The city of Colorado Springs classifies the hike, which gains nearly 2,000 feet in less than a mile up about 2,740 steps, as "difficult" and for the "physically active."
Still, some 700 hikers take it on each day, and traffic can reach about 2,000 hikers on a summer weekend day.
The wear and tear has left the stairs in need of repair.
The first phase of a $5 million restoration took place in 2014 and fixed flood damage and reinforced the middle portion. Those repairs held up in a series of storms in 2015, showing such adjustments were needed to prevent deterioration, project manager Sarah Bryarly previously said.
The next step of the project is repairing the lower portion, ties 1 through 1,525.
Crews will repair and replace damaged retaining walls, clean up rebar and loose debris, fix failed drainage structures and stabilize existing ties.
Costs will be covered largely by a $772,000 hazard mitigation grant awarded by the Federal Emergency Management Agency late last year. Another $225,000 from Colorado Springs Trails, Open Space and Parks finishes the job.

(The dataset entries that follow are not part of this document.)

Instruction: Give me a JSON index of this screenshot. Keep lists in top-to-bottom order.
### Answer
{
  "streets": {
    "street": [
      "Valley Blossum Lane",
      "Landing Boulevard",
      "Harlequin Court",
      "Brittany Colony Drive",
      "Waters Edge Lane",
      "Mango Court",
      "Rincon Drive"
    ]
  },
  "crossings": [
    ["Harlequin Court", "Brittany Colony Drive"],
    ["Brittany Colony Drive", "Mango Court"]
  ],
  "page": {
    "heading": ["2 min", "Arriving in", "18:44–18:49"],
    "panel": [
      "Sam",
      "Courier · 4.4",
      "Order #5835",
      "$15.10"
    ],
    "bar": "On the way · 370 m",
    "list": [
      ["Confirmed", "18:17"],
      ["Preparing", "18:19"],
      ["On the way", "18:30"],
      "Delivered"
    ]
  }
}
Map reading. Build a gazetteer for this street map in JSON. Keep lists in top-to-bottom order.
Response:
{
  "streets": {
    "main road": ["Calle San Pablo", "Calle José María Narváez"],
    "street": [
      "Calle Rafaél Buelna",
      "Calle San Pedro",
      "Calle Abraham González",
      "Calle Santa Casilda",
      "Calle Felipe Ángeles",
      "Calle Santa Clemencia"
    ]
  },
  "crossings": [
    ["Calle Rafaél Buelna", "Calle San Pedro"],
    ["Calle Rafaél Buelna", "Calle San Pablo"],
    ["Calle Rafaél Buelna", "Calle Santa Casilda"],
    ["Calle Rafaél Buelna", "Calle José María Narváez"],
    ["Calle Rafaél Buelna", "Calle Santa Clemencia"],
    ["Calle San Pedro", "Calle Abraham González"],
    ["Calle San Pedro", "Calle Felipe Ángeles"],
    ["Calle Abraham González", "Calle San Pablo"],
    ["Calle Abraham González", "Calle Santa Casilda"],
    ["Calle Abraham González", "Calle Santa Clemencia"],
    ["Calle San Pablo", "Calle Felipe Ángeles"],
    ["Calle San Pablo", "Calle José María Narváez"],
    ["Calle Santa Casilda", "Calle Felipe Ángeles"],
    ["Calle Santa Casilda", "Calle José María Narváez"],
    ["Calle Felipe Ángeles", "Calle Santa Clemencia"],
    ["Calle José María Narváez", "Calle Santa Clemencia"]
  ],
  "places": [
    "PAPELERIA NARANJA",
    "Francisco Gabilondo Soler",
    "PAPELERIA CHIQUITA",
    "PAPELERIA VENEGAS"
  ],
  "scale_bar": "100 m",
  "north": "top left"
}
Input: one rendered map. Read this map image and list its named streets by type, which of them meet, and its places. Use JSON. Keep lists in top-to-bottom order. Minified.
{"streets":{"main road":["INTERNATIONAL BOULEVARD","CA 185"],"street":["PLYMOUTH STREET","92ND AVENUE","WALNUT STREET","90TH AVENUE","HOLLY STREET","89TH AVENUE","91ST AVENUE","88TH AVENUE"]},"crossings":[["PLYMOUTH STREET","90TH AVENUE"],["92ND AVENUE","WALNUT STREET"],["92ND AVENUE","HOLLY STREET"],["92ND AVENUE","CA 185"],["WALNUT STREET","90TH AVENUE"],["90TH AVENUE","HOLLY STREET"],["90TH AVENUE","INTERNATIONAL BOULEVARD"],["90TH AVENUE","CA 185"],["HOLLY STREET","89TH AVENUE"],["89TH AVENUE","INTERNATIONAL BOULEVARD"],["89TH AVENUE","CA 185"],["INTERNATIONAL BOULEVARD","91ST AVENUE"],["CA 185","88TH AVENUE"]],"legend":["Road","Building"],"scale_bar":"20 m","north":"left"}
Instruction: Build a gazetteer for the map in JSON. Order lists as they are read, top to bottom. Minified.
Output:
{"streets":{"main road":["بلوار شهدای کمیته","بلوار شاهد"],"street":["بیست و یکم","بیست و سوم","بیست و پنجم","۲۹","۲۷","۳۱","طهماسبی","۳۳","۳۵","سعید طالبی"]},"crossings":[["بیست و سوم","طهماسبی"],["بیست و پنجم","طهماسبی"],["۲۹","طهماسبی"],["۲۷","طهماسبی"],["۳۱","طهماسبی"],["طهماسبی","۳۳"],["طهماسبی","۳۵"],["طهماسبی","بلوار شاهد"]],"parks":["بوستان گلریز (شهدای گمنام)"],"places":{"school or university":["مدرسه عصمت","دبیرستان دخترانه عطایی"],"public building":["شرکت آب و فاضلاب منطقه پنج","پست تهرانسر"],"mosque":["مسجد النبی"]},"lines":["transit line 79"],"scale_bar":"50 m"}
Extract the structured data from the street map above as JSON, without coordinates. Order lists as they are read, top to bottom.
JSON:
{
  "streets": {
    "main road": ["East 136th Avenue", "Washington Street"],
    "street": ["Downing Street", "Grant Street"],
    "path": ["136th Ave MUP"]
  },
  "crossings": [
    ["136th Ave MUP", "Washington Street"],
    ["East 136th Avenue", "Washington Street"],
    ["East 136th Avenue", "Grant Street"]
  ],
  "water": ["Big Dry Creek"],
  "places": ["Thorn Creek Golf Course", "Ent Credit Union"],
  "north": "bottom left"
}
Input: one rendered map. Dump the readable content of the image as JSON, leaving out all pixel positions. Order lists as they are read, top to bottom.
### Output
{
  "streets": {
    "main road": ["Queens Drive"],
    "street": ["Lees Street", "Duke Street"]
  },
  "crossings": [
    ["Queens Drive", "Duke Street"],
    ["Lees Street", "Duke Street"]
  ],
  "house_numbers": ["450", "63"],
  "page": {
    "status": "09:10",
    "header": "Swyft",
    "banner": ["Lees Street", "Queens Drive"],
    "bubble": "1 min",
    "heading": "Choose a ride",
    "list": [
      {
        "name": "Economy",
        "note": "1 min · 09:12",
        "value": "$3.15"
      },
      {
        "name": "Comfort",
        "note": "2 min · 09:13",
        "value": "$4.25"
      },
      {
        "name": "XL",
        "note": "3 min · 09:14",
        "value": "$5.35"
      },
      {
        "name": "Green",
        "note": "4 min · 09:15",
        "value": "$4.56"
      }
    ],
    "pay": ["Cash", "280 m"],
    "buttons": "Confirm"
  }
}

When the Incline reopens, it will resume hours of 6 a.m. to 6 p.m. Nov. 1 through March 31 and 6 a.m. to 8 p.m. April 1 through Oct. 31.
Manitou Springs police will issue tickets to people who attempt the hike while the Incline is closed, Police Chief Joe Ribeiro said. The ticket is a misdemeanor, but requires a mandatory appearance in court, he said.
To satisfy hikers in the meantime, the city of Manitou Springs compiled a list of 38 alternative trails, including Barr Trail, which will remain open.
The list details the level of difficulty, distance and surface for each hike. Eighteen of the hikes carry the same "difficult" designation as the Incline. Four others are rated "extremely difficult."